Stored dataset items:

----

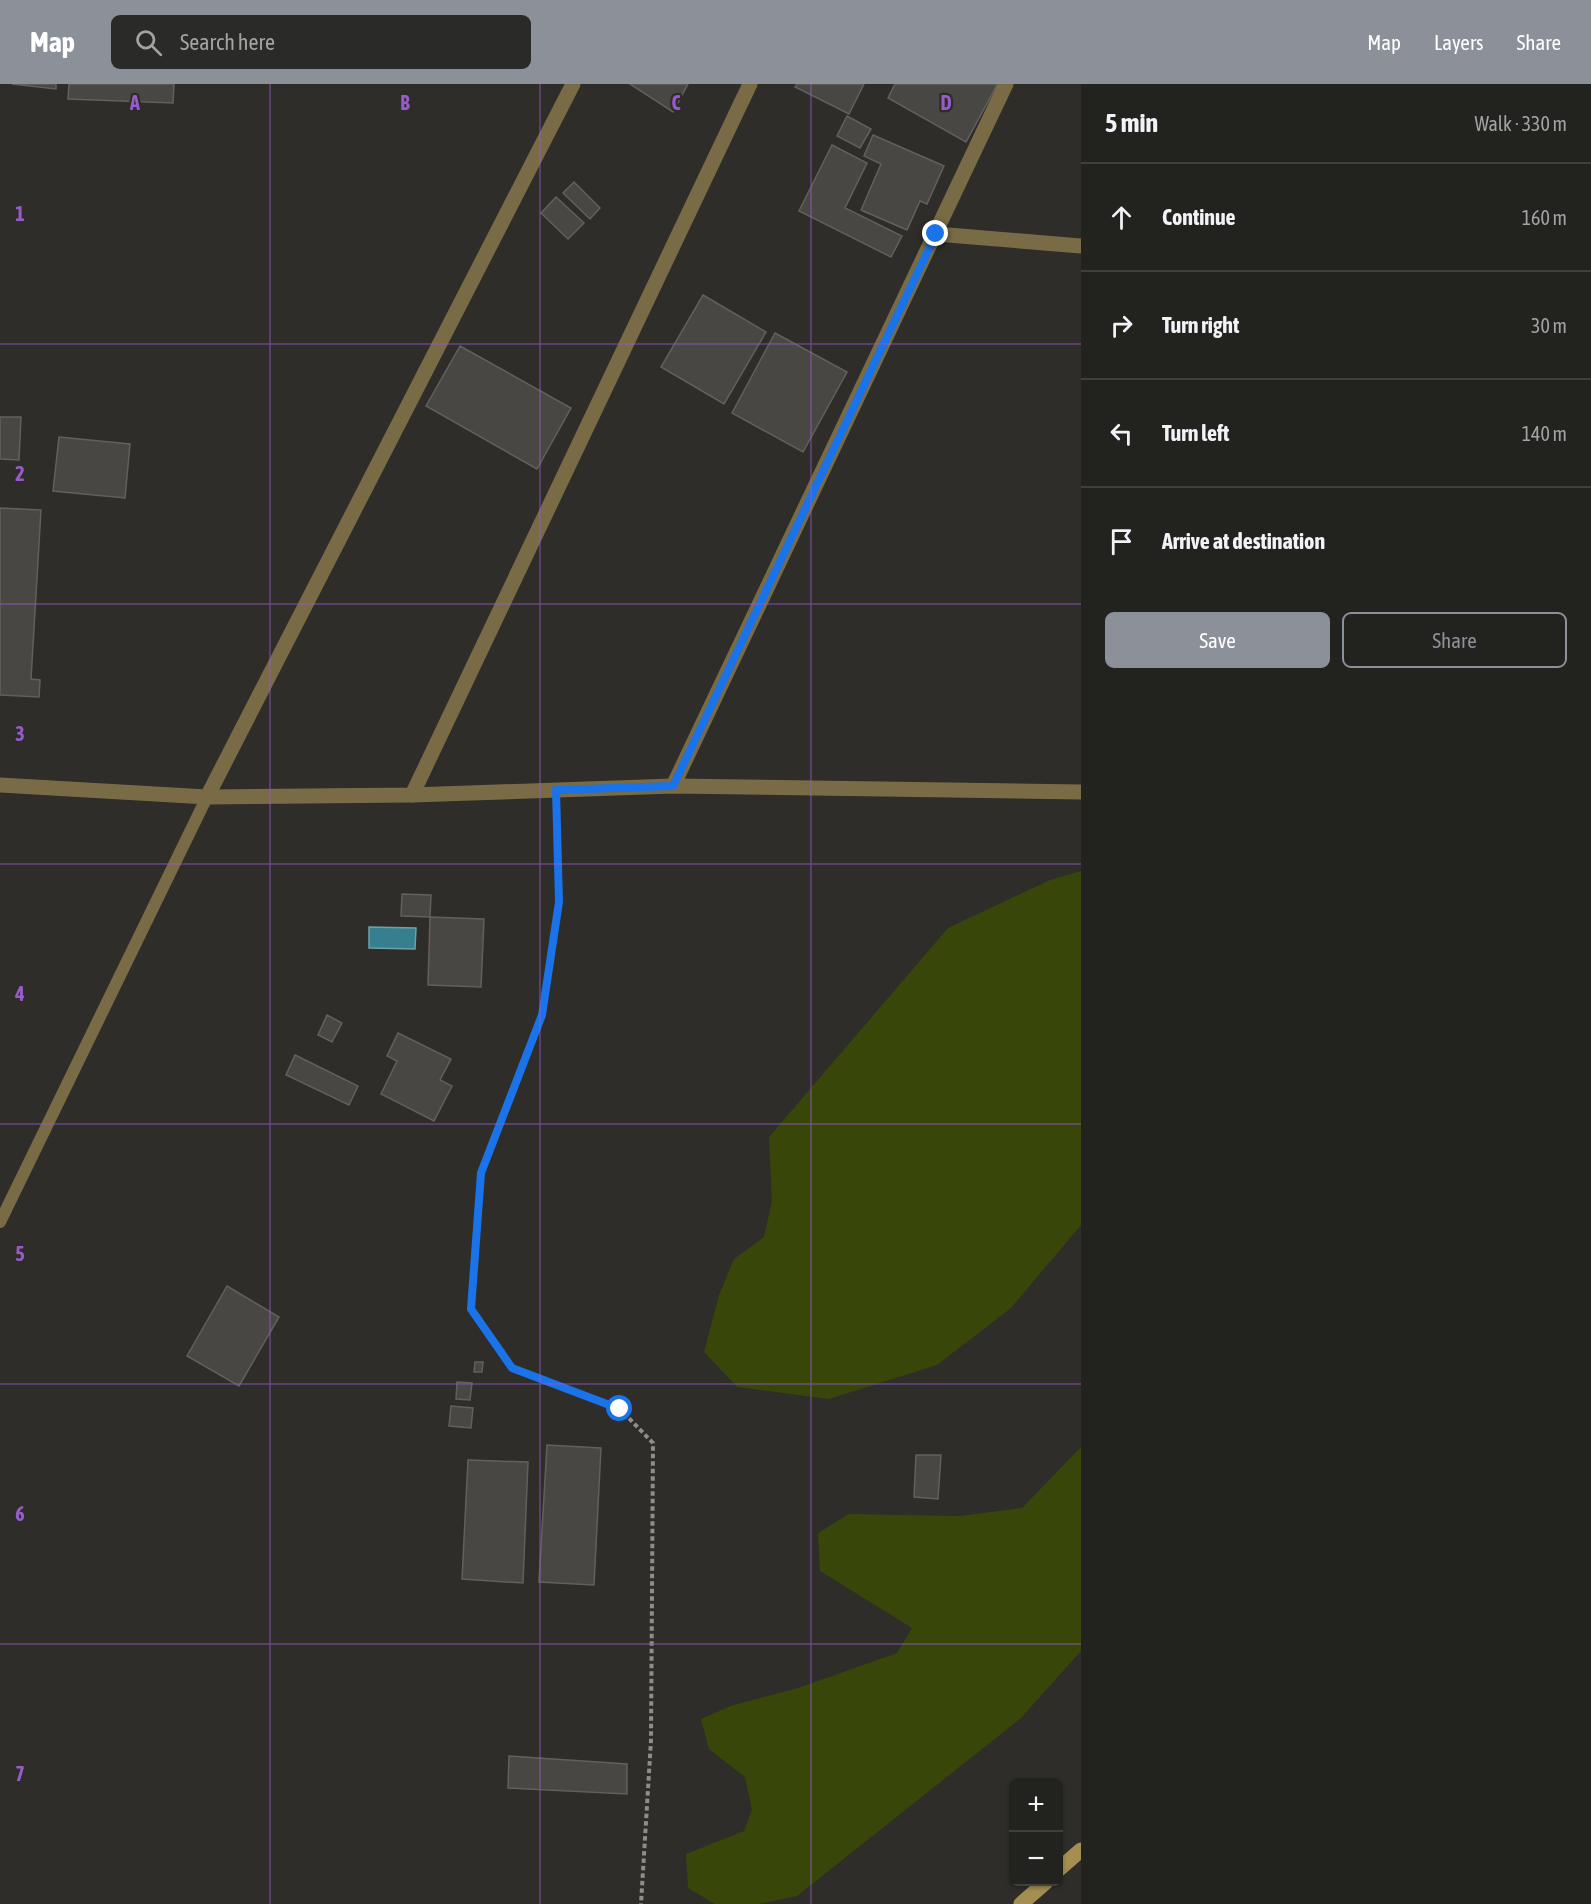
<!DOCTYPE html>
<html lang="en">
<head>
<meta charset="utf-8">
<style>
	body { margin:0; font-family:"Asap Condensed",sans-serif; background:#2a2a28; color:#f1f3f6 }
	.controls { position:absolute; right:18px; bottom:18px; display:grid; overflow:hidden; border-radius:9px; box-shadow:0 2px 4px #0004 }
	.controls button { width:54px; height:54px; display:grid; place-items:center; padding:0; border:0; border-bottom:2px solid #3f3f3d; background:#22221f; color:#f1f3f6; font:30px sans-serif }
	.stop { position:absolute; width:18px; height:18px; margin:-14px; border:4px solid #1a73e8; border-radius:50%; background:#fff }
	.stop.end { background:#1a73e8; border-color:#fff; box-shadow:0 2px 6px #0008 }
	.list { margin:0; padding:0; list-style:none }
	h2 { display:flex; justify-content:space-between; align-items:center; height:78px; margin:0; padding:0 24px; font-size:26px }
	h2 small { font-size:20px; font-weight:400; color:#a2a4a4 }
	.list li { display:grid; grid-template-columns:39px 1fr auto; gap:18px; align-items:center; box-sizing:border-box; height:108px; padding:0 24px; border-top:2px solid #3f3f3d }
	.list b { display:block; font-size:22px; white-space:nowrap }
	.list em { font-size:20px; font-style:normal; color:#a2a4a4 }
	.actions { display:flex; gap:12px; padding:18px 24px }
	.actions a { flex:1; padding:14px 0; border:2px solid #8c9099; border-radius:9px; text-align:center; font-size:21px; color:#8c9099 }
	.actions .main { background:#8c9099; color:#fff }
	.icon { flex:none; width:33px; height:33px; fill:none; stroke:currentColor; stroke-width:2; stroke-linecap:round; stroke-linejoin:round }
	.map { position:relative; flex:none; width:1081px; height:1820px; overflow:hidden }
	header { display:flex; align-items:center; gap:36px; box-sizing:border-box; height:84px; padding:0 30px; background:#8c9099; color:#fff }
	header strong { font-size:28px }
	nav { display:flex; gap:33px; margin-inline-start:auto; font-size:21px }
	.search { width:420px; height:54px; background:#2a2a28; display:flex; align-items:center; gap:15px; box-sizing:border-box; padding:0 21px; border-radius:9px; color:#a2a4a4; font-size:22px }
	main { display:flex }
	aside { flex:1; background:#22221f }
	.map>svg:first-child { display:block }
	.green { fill:#38460a }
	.water { fill:#367f8f; stroke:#6ea0ab; stroke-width:1.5 }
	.building { fill:#494743; stroke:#61605b; stroke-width:1.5 }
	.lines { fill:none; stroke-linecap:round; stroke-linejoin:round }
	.path { stroke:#8e8d89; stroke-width:4; stroke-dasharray:4.5 3; stroke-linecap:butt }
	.service { stroke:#796b45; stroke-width:12 }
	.minor { stroke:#796b45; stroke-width:15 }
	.secondary { stroke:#a48e50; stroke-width:15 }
	.route { stroke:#1a73e8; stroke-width:8 }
	.grid { fill:none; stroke:#985cca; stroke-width:1.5; stroke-opacity:0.55 }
	.grid-label { font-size:20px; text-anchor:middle; font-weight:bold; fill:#985cca; stroke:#2e2d29; stroke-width:4.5; stroke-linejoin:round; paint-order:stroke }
</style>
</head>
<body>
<header>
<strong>Map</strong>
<div class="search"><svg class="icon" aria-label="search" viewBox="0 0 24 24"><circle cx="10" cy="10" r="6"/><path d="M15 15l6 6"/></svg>Search here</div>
<nav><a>Map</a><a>Layers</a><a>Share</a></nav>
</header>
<main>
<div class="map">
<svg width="1081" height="1820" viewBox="0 0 1081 1820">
	<rect width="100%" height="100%" fill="#2e2d29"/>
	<!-- green -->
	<g class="green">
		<polygon points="1081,787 1081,1141 1011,1224 937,1281 829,1315 737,1303 704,1268 719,1211 734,1175 764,1153 772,1117 769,1053 948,844 1050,796"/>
		<polygon points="1081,1363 1081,1567 1021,1634 797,1812 758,1820 715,1820 688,1804 686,1770 744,1747 752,1726 745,1693 709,1665 701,1635 733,1621 798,1604 897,1569 912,1544 820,1487 818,1449 849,1430 960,1432 1022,1424"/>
	</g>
	<!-- water -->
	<polygon class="water" points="369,843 416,844 415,865 369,864"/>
	<!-- building -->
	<g class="building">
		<polygon points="12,0 56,0 56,5"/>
		<polygon points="69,0 174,0 173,19 68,15"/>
		<polygon points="630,0 688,0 673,28"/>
		<polygon points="797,0 864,0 849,30 795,3"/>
		<polygon points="895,0 995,0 997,1 966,58 888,14"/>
		<polygon points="847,32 871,45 860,64 837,52"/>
		<polygon points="873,51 944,82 927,120 920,117 907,146 861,126 881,80 864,72"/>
		<polygon points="832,61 867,79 845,124 902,152 891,173 799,127"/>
		<polygon points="574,98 600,124 590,135 563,109"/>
		<polygon points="556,113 584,139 568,155 541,129"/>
		<polygon points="703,211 766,248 724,320 661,283"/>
		<polygon points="775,249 847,288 803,368 732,329"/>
		<polygon points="460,262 571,324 537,385 426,322"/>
		<polygon points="0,333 21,333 19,376 0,375"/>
		<polygon points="59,353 130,360 125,414 53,407"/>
		<polygon points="0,424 41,426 31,595 40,596 39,613 0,611"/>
		<polygon points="402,810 431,811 430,833 401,832"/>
		<polygon points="430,833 484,835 481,903 428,901"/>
		<polygon points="327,931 342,939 332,958 318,951"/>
		<polygon points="398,949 451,975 440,996 452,1002 434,1037 381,1010 397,977 387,972"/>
		<polygon points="295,971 358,1002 349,1021 286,991"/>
		<polygon points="227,1202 279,1233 239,1302 187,1272"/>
		<polygon points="475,1278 483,1278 482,1288 474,1288"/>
		<polygon points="457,1298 472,1299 470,1316 456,1315"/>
		<polygon points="451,1322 473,1324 471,1344 449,1342"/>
		<polygon points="547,1361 601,1364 594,1501 539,1498"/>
		<polygon points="916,1371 941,1371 938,1415 914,1413"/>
		<polygon points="468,1376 528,1378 523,1499 462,1495"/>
		<polygon points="509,1672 627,1680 627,1710 508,1704"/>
	</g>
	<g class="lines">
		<!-- path -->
		<polyline class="path" points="557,726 559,818 542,931 481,1089 471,1225 512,1284 620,1325 653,1359 651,1656 641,1820"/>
		<!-- service -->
		<polyline class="service" points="0,1138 207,713"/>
		<!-- minor -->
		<g class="minor">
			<polyline points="936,150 1081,162"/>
			<polyline points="0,701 207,713 412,711 673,702 1081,708"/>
			<polyline points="673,702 1006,0"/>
			<polyline points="412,711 750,0"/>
			<polyline points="207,713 573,0"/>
		</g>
		<!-- secondary -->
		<g class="secondary">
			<polyline points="1058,1786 1081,1766"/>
			<polyline points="1021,1820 1046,1798"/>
		</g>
	</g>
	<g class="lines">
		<!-- route -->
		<polyline class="route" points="620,1325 512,1284 471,1225 481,1089 542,931 559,818 556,706 673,702 936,150"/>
	</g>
	<!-- grid -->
	<path class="grid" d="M270,0V1820M540,0V1820M811,0V1820M0,260H1081M0,520H1081M0,780H1081M0,1040H1081M0,1300H1081M0,1560H1081"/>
	<g class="grid-label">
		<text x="135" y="26">A</text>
		<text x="405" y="26">B</text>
		<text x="676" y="26">C</text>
		<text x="946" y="26">D</text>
		<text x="20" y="137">1</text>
		<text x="20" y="397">2</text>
		<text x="20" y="657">3</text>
		<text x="20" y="917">4</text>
		<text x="20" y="1177">5</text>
		<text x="20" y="1437">6</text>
		<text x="20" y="1697">7</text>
	</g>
</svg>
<div class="controls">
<button>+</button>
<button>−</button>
</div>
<div class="stop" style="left:620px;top:1325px"></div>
<div class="stop end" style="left:936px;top:150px"></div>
</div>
<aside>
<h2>5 min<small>Walk · 330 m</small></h2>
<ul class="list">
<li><svg class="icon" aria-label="ahead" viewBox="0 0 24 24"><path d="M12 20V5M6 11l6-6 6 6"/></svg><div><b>Continue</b></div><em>160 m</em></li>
<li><svg class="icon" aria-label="right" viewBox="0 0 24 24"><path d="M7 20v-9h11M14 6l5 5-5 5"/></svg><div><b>Turn right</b></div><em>30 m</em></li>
<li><svg class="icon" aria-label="left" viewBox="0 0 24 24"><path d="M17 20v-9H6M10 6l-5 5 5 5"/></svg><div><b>Turn left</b></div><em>140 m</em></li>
<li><svg class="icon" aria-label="arrive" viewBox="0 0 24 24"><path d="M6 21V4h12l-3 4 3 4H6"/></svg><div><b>Arrive at destination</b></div></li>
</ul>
<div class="actions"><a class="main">Save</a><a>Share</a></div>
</aside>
</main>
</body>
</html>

----

▶ _REQUIRED WORK_: Would you retype exactly the lines above, from the line with "margin:0; padding:0; list-style:none" to the line with "font-size:20px; font-style:normal; color:#a2a4a4", with both end lines kept and nothing more?

▶ _ANSWER SECTION_:
	.list { margin:0; padding:0; list-style:none }
	h2 { display:flex; justify-content:space-between; align-items:center; height:78px; margin:0; padding:0 24px; font-size:26px }
	h2 small { font-size:20px; font-weight:400; color:#a2a4a4 }
	.list li { display:grid; grid-template-columns:39px 1fr auto; gap:18px; align-items:center; box-sizing:border-box; height:108px; padding:0 24px; border-top:2px solid #3f3f3d }
	.list b { display:block; font-size:22px; white-space:nowrap }
	.list em { font-size:20px; font-style:normal; color:#a2a4a4 }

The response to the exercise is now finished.